DATA FOR PROCESSING ->
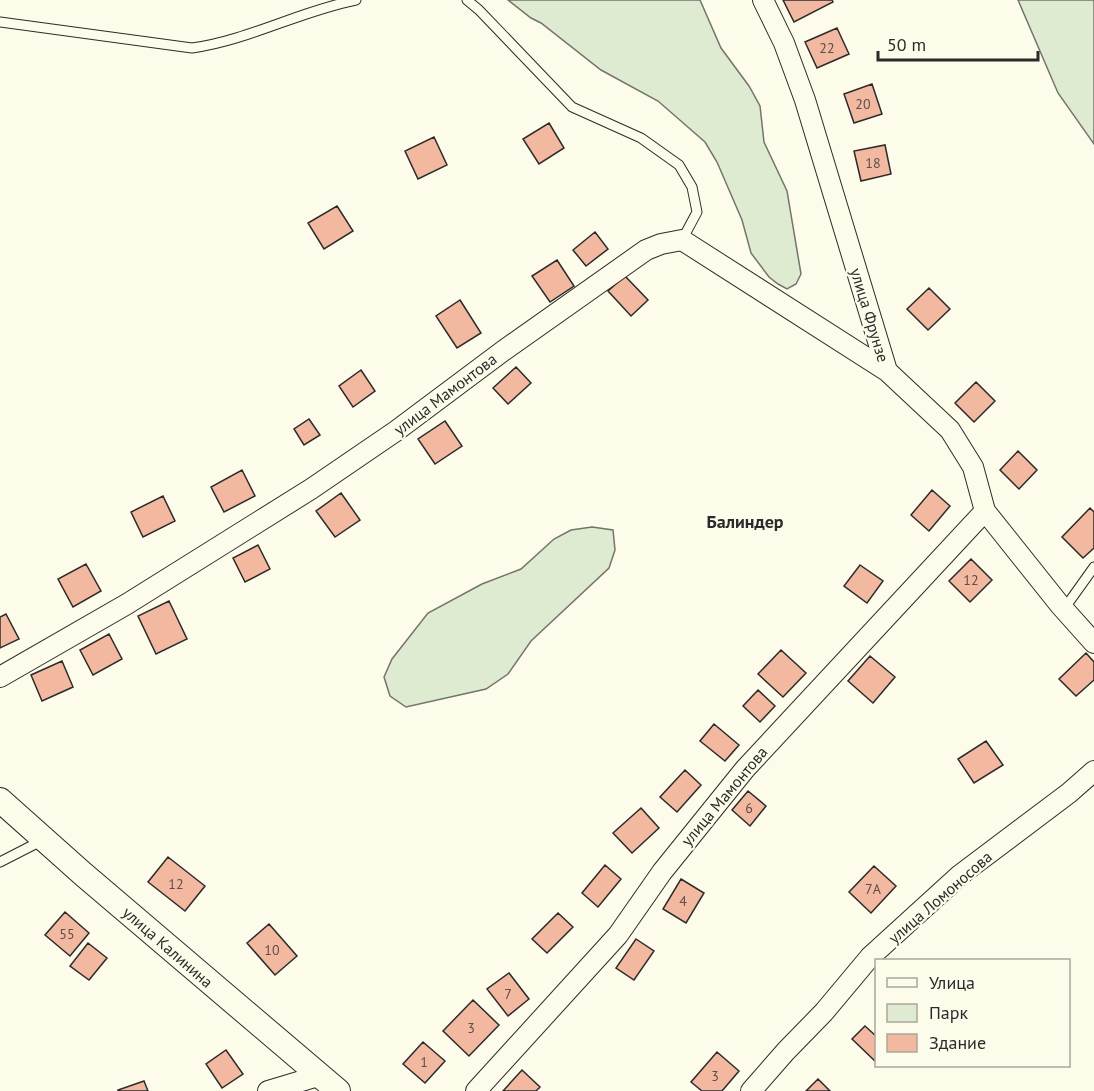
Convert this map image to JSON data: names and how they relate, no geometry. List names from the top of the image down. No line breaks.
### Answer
{"streets":{"street":["улица Фрунзе","улица Мамонтова","улица Ломоносова","улица Калинина"]},"crossings":[["улица Фрунзе","улица Мамонтова"]],"districts":["Балиндер"],"house_numbers":["22","20","18","12","6","12","7А","4","55","10","7","3","1","3"],"legend":["Улица","Парк","Здание"],"scale_bar":"50 m"}
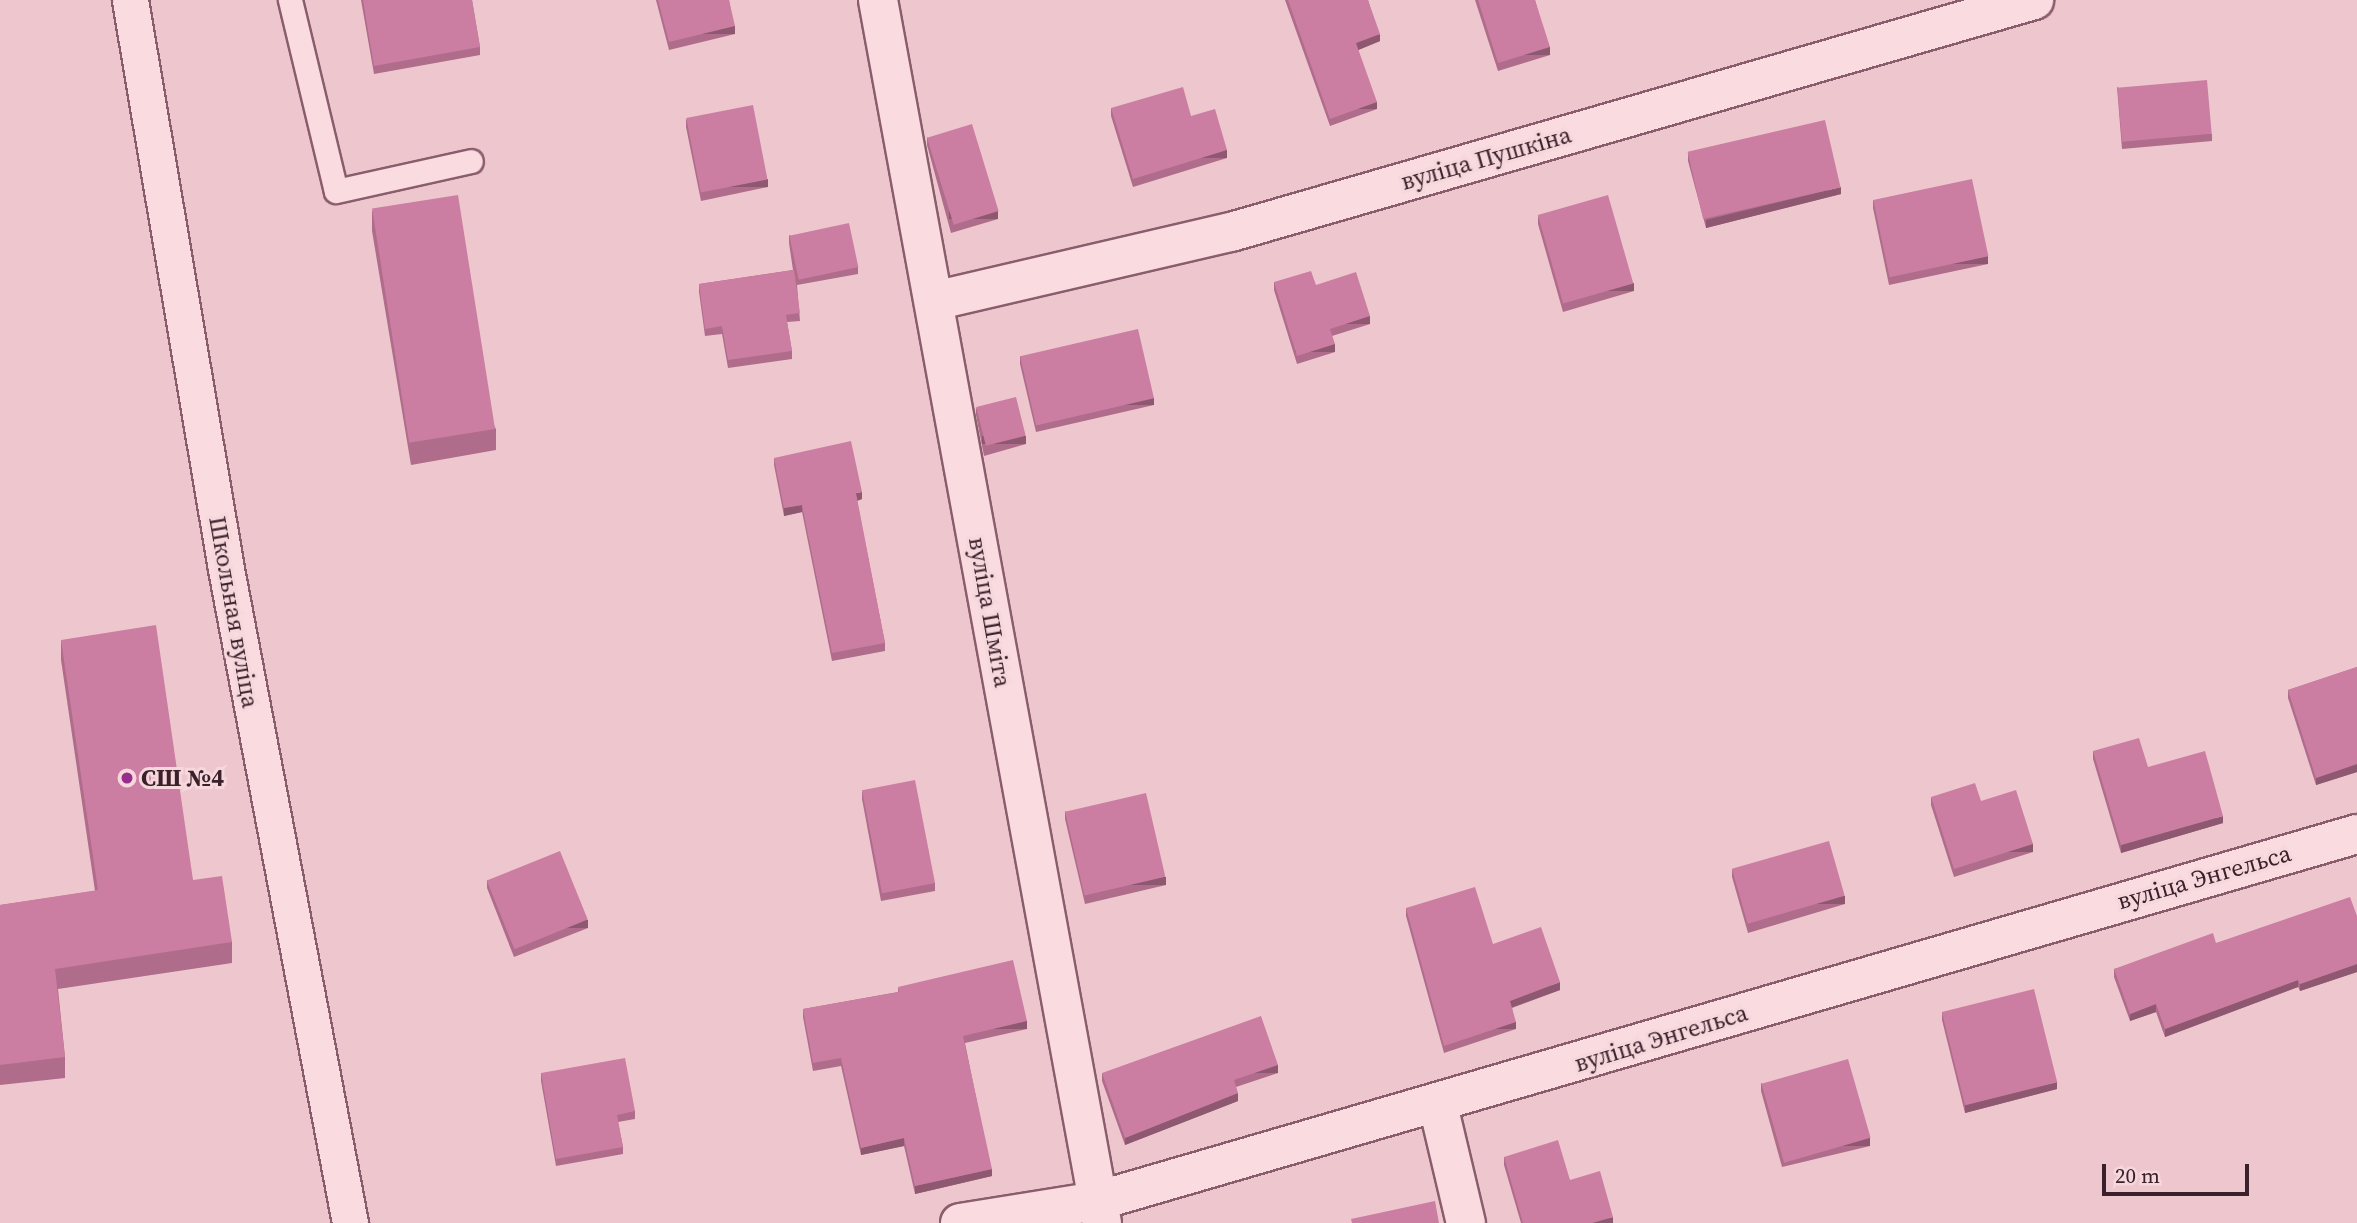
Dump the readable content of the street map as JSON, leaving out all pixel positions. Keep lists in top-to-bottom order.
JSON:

WORK INSTRUCTIONS ->
Going through the data above, please tally the lines that contain the string "JSON" and return only the total.

RESULT BELOW ->
3